How d'ye try to kill Jack, then?
by Jane Bell
Summary: One night, on deck of the Black Pearl, while escaping Davy Jones' Locker, the most nefarious of conversations develops on a topic of greatest interest: how each of the characters tried to kill Jack Sparrow.


_Disclaimer: All characters to the half-naked, very cute, little mouse. Not copyright stolen, comandeered or privateered, I'm just borrowing without permission..._

* * *

**How d'****ye try to kill Jack, then?**

"Master Cotton!" bellowed Barbossa. "Bring the trays up, dinner be served on deck this evening!"

"Trays up, Mister Cotton!" Jack bellowed after and then poked Hector on the shoulder. "Stop giving orders 'round to my crew!"

"Since I'm captain, they be _my_ crew!"

"**My** ship!
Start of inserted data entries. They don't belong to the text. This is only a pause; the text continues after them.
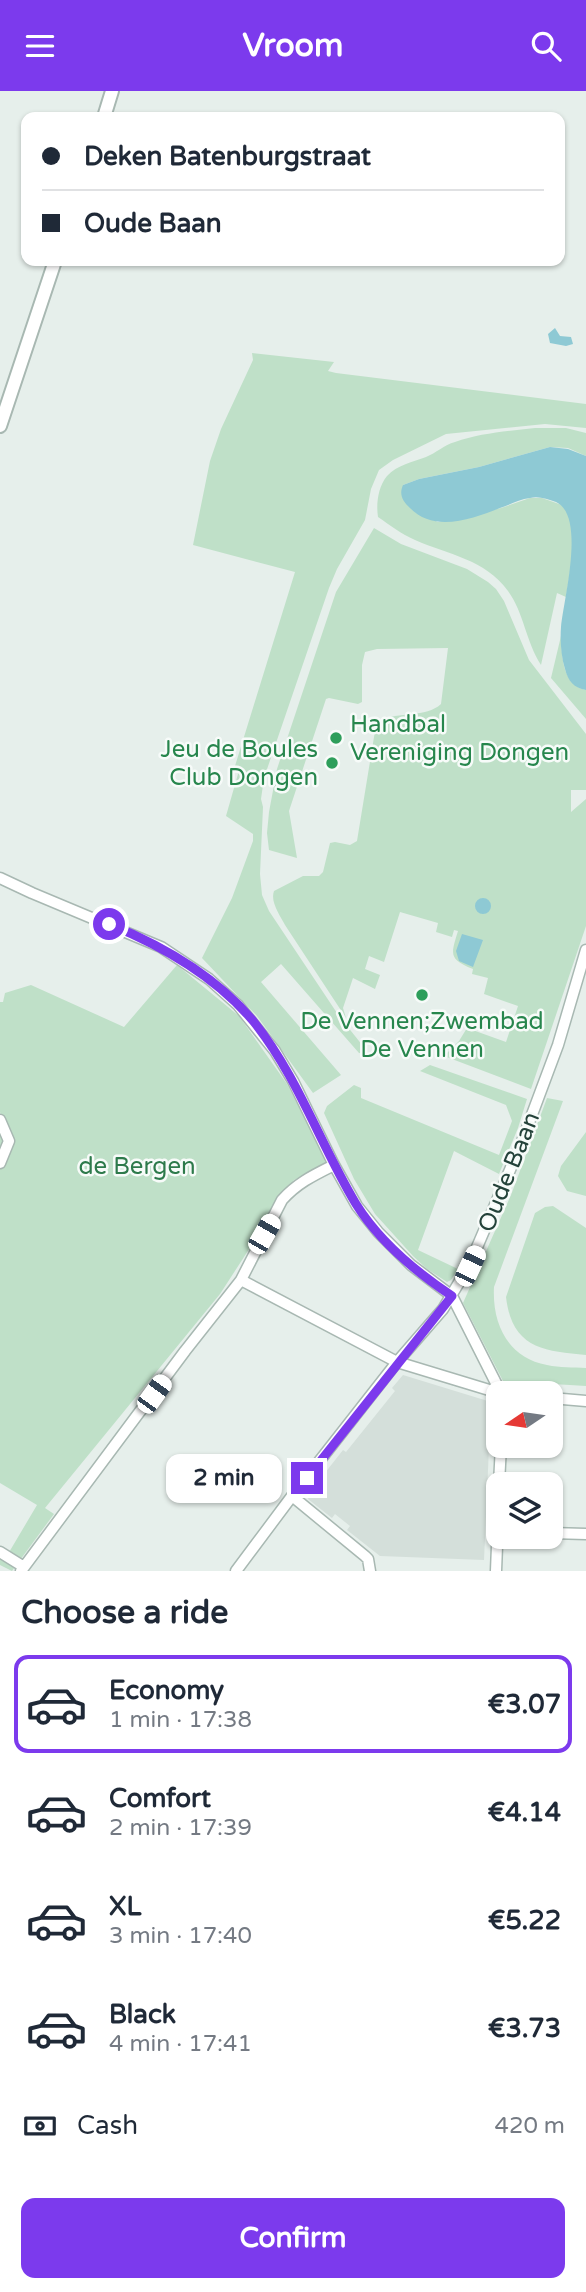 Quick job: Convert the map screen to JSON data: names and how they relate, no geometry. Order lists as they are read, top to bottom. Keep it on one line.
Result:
{"streets":{"street":["Oude Baan"]},"parks":["de Bergen"],"places":["Handbal Vereniging Dongen","Jeu de Boules Club Dongen","De Vennen;Zwembad De Vennen"],"north":"left","page":{"header":"Vroom","banner":["Deken Batenburgstraat","Oude Baan"],"bubble":"2 min","heading":"Choose a ride","list":[{"name":"Economy","note":"1 min · 17:38","value":"€3.07"},{"name":"Comfort","note":"2 min · 17:39","value":"€4.14"},{"name":"XL","note":"3 min · 17:40","value":"€5.22"},{"name":"Black","note":"4 min · 17:41","value":"€3.73"}],"pay":["Cash","420 m"],"buttons":"Confirm"}} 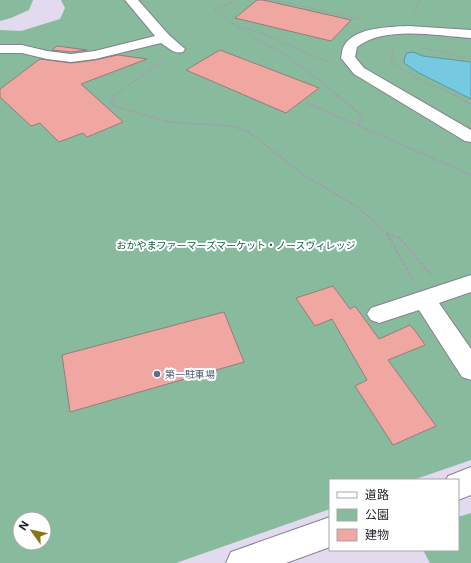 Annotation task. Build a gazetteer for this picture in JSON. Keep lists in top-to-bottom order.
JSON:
{
  "parks": ["おかやまファーマーズマーケット・ノースヴィレッジ"],
  "places": ["第一駐車場"],
  "legend": ["道路", "公園", "建物"],
  "north": "top left"
}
Therefore **I** am captain, which leads to them being **my** crew!"

"**My** charts, **my **plan, **my** idea to save bloody you! _**I**_ am captain!"

"Mine idea t'save witted Jack," Tia Dalma interrupted their bickering.

"Aye," agreed Barbossa irritated and shivering from the stern, cold look the witch gave him. "But without me-"

"Wit'out Liz'beth," Tia Dalma smiled at the woman sitting quietly in a forgot corner, then at Jack's puzzlement and William's frown before turning back to Barbossa, "and William Turna, and Jack's faithyful crewbies, ye'd never ha'got tis far."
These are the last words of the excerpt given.